La chambre sociale de la Cour de cassation dans un arrêt du 23 octobre 2007 a défini la grève comme « un arrêt collectif et concerté du travail en vue d’appuyer des revendications professionnelles ». Des revendications sur la rémunération[6], sur la protection de l’emploi[7], ou encore sur la fourniture d’un moyen de transport ou l’octroi d’indemnités de grand déplacement[8] constituent des revendications professionnelles justifiant l’exercice du droit de grève. Les grèves politiques sont prohibées parce que d’une part elles fausseraient le jeu des institutions constitutionnelles[9] et d’autre part les syndicats doivent faire preuve de neutralité politique. Cependant, la grève présente souvent un caractère mixte. Dans le secteur public, malgré des particularités et des exceptions, le droit de grève est reconnu et lorsque les agents de l’Etat se mettent en grève, ils cherchent indéniablement à infléchir la volonté des gouvernants. En 1971, la Cour de cassation a même considéré que la participation à une journée nationale de protestation contre la politique sociale du gouvernement était couverte par le droit de grève[10]. Dans le système juridique allemand, l’illicéité des grèves politiques est sans ambiguïté puisque les fonctionnaires ne bénéficient pas du droit de grève. Cette prohibition trouve son fondement dans la réglementation de leur statut par le droit public, qui fixe les conditions de travail de manière unilatérale au moyen d’une loi ou d’un règlement. La convention collective ne peut par conséquent jouer aucun rôle. Or, la grève a pour objectif la conclusion d’une nouvelle convention collective. En lien avec l’Ultima-Ratio-Prinzip, évoqué plus haut, la grève en Allemagne ne peut pas non plus servir à résoudre un conflit juridique. Lorsqu’il s’agit effectivement de savoir si certains droits résultent de la convention collective et que les salariés exigent leurs respects par l’employeur, ces questions doivent faire l’objet d’une décision de justice, une décision arbitrale ou un accord à l’amiable. En France, il est admis d’exercer son droit de grève en raison d’un différend juridique.

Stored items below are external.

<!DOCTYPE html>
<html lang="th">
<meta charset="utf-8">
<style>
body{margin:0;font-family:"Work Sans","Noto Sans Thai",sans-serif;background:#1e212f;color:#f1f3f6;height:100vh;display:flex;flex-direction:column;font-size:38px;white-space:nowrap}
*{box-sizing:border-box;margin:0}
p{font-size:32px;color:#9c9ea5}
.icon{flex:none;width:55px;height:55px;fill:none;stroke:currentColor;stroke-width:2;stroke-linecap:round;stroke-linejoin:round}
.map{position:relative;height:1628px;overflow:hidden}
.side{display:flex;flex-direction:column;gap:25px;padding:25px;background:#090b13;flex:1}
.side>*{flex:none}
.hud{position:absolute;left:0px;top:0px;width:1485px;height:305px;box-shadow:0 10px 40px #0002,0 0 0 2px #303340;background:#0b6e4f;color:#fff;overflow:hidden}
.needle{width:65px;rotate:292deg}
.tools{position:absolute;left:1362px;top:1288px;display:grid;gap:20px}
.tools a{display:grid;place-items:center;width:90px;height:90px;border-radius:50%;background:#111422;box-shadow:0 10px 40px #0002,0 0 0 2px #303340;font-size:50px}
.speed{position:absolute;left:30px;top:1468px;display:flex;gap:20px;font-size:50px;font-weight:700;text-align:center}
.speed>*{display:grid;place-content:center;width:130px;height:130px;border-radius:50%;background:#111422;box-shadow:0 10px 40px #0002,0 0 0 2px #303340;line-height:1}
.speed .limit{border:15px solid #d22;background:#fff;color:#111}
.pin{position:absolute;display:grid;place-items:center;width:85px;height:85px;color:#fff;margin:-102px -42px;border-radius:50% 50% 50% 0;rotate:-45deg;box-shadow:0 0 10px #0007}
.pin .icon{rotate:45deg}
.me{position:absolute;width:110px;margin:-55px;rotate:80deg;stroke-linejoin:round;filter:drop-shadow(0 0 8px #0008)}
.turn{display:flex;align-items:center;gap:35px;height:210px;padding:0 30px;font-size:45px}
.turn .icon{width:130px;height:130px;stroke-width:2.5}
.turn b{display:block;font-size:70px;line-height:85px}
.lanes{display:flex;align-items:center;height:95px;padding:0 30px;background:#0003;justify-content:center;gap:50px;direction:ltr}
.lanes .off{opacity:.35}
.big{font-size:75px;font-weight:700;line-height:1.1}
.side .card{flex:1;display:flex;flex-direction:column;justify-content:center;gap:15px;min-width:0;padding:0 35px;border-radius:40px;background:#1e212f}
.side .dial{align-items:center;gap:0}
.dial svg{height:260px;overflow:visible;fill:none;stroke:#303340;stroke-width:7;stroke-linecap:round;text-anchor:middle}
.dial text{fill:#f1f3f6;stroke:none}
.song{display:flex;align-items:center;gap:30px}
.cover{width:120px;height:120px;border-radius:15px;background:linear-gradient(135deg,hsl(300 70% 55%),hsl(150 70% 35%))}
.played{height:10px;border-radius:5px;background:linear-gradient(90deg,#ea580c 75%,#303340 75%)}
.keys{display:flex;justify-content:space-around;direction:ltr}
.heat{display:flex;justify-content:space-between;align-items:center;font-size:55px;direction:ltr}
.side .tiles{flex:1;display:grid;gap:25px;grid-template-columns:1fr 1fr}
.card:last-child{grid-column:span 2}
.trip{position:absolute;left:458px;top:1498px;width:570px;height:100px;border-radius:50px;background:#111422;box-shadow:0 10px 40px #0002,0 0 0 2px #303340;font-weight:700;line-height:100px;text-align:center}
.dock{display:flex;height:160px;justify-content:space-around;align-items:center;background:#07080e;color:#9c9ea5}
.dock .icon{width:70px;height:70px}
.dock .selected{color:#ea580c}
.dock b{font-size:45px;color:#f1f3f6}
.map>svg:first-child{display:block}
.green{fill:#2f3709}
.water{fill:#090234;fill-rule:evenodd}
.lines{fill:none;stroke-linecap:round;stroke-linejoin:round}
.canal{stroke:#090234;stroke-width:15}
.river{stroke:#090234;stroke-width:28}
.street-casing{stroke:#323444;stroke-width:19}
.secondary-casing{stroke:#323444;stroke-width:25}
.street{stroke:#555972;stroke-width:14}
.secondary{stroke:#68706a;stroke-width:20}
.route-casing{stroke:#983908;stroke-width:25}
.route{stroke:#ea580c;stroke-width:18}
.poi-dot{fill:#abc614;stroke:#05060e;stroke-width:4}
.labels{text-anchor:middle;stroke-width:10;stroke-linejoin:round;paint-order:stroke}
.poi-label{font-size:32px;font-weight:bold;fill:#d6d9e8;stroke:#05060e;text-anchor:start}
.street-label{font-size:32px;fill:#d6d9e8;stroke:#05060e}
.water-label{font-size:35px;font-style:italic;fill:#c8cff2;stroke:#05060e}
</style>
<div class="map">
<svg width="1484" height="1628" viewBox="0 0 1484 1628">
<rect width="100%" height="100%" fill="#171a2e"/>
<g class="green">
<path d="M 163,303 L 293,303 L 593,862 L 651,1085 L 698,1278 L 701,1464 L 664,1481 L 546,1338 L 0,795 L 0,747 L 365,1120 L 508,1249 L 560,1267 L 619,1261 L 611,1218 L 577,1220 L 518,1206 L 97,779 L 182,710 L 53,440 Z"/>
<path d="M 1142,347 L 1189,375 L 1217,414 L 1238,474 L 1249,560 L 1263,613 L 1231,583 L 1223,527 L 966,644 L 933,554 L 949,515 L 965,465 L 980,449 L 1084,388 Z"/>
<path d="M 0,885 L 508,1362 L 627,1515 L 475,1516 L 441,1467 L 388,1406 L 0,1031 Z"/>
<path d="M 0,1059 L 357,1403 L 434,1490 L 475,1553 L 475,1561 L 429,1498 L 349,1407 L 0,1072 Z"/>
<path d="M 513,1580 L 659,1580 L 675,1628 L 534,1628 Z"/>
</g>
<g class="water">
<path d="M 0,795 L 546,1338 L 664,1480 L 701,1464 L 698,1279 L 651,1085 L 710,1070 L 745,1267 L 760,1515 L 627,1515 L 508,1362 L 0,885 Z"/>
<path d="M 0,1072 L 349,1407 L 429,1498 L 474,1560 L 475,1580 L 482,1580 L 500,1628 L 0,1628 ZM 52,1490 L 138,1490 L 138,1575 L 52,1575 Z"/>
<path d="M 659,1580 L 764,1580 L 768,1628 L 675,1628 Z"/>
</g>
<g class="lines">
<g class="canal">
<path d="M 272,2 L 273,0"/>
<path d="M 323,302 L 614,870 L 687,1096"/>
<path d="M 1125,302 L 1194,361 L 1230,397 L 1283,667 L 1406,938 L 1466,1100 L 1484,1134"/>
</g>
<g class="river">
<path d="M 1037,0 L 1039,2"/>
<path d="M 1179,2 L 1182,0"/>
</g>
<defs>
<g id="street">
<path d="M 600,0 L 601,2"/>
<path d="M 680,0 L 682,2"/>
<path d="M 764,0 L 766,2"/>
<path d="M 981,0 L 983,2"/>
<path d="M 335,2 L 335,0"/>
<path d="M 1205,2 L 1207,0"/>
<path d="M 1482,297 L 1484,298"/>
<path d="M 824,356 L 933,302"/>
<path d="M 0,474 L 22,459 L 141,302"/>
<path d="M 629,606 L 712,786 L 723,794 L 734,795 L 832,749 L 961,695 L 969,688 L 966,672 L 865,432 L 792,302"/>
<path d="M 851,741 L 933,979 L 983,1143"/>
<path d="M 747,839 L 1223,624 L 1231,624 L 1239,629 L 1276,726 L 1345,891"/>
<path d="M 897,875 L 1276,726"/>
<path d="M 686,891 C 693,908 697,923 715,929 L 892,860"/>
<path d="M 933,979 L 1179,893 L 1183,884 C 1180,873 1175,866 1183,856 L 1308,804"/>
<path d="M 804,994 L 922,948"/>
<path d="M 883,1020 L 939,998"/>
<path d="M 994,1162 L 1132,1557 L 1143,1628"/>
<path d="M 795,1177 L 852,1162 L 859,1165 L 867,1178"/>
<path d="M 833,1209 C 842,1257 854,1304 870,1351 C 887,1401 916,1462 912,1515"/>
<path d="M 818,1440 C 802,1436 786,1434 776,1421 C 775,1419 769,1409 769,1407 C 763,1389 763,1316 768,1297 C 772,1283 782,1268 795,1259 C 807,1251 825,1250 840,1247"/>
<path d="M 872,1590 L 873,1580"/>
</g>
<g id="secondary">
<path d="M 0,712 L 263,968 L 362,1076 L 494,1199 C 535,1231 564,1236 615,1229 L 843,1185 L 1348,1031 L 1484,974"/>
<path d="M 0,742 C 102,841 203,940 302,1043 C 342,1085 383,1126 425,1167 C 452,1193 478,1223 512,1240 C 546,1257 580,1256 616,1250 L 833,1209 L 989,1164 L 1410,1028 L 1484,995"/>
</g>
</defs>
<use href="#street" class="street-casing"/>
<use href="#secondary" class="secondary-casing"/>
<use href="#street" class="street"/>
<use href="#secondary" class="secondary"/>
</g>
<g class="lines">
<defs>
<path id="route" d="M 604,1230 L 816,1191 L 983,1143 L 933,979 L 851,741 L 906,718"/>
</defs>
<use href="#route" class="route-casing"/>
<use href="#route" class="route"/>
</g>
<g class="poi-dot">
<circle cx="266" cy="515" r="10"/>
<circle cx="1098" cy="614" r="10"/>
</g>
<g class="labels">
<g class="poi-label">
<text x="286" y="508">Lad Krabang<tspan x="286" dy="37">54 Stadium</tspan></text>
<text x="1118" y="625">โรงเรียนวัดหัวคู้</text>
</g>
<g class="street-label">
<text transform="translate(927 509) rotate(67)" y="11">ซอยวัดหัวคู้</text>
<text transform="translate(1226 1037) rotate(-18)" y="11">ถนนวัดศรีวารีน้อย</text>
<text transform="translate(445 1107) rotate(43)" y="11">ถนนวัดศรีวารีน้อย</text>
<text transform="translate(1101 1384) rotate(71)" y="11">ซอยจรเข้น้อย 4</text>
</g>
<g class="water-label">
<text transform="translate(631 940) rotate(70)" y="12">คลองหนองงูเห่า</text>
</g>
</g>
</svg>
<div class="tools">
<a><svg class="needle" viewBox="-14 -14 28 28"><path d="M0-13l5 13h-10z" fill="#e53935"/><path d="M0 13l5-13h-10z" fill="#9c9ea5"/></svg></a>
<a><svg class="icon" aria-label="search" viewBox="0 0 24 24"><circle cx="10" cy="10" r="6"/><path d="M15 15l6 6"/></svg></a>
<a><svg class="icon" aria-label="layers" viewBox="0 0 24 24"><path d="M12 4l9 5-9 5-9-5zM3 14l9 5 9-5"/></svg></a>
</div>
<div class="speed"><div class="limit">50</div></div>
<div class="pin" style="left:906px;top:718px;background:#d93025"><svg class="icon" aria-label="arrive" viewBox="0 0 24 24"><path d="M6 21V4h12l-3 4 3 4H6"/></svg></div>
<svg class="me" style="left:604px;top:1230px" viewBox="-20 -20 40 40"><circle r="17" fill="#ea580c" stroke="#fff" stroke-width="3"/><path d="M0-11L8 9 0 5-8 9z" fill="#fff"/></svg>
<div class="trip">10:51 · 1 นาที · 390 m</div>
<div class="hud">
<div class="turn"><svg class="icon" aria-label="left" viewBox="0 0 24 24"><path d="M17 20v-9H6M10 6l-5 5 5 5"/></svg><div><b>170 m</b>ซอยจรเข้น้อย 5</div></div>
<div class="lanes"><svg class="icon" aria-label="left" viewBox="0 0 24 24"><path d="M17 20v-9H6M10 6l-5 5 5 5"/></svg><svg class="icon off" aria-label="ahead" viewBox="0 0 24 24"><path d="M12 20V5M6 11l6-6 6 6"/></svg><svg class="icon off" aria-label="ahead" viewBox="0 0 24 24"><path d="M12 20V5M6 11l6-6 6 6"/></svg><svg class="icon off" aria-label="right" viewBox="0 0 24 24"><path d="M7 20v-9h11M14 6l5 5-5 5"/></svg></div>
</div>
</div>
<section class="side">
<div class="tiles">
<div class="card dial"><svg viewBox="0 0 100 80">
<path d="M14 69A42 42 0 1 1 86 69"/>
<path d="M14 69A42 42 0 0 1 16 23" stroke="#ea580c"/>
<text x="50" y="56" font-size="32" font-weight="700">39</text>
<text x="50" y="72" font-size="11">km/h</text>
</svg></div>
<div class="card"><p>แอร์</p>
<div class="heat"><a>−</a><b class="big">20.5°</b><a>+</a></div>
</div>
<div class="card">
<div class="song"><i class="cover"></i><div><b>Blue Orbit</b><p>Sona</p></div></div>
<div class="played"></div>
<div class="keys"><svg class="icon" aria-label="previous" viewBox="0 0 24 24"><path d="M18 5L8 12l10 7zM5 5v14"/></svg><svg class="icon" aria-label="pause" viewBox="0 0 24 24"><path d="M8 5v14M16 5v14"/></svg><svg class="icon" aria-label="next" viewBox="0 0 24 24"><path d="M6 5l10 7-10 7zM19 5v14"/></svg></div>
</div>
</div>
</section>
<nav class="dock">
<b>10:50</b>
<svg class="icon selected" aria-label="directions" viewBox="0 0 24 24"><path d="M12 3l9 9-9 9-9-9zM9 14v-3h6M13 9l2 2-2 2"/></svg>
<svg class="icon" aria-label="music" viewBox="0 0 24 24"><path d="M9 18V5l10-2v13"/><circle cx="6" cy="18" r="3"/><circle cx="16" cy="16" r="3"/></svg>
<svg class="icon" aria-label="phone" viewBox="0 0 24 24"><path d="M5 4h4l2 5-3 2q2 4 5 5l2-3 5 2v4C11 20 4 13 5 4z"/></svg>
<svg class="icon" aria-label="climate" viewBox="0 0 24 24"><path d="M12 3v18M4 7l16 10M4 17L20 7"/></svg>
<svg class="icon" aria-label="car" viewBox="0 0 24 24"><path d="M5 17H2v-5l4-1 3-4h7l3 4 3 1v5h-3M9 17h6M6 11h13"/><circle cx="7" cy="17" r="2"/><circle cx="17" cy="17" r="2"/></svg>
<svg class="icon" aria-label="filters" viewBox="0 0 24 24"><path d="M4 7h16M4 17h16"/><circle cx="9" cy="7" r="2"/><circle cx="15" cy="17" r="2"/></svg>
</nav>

Au-delà de l’objet des revendications, il existe également des différences sur la présentation de ces revendications ainsi que sur leurs caractères. En France, les revendications doivent être exposées préalablement à l’employeur mais le rejet préalable de ces revendications ne constitue pas une condition d’exercice du droit de grève. Si tel était le cas, l’employeur pourrait paralyser l’exercice du droit de grève, en réservant pendant plusieurs semaines sa réponse[11]. La grève considérée comme un ultime remède en Allemagne suppose à l’inverse que les revendications aient été préalablement rejetées. La Cour de cassation française n’exige pas non plus que les prétentions des salariés puissent être satisfaites par l’employeur[12]. L’Allemagne n’adhère pas à cette position puisque la grève doit avoir un objectif qui peut être réglé par une convention collective et cette grève doit se diriger uniquement contre celui qui a le pouvoir de conclure une telle convention. En France, à partir d’un arrêt d’Assemblée plénière de la Cour de cassation de 1986, le juge des référés avait compétence pour apprécier le caractère raisonnable ou non des revendications, mais cette position très critiquée par la littérature a été remise en cause par la Cour d’appel de Paris puis par la Cour de cassation elle-même en 1992. La seule véritable limite en France est le refus de l’autosatisfaction des revendications. Les salariés ne peuvent modifier eux-mêmes et dans le sens qu’ils revendiquent leurs conditions de travail ou leurs horaires.

 

II Les conséquences plus ou moins semblables du droit de grève

Un mouvement collectif, dès lors qu’il est qualifié juridiquement de grève, entraîne des conséquences particulières, d’abord en ce qui concerne le contrat de travail (A), ensuite par rapport au pouvoir de direction du chef d’entreprise (B).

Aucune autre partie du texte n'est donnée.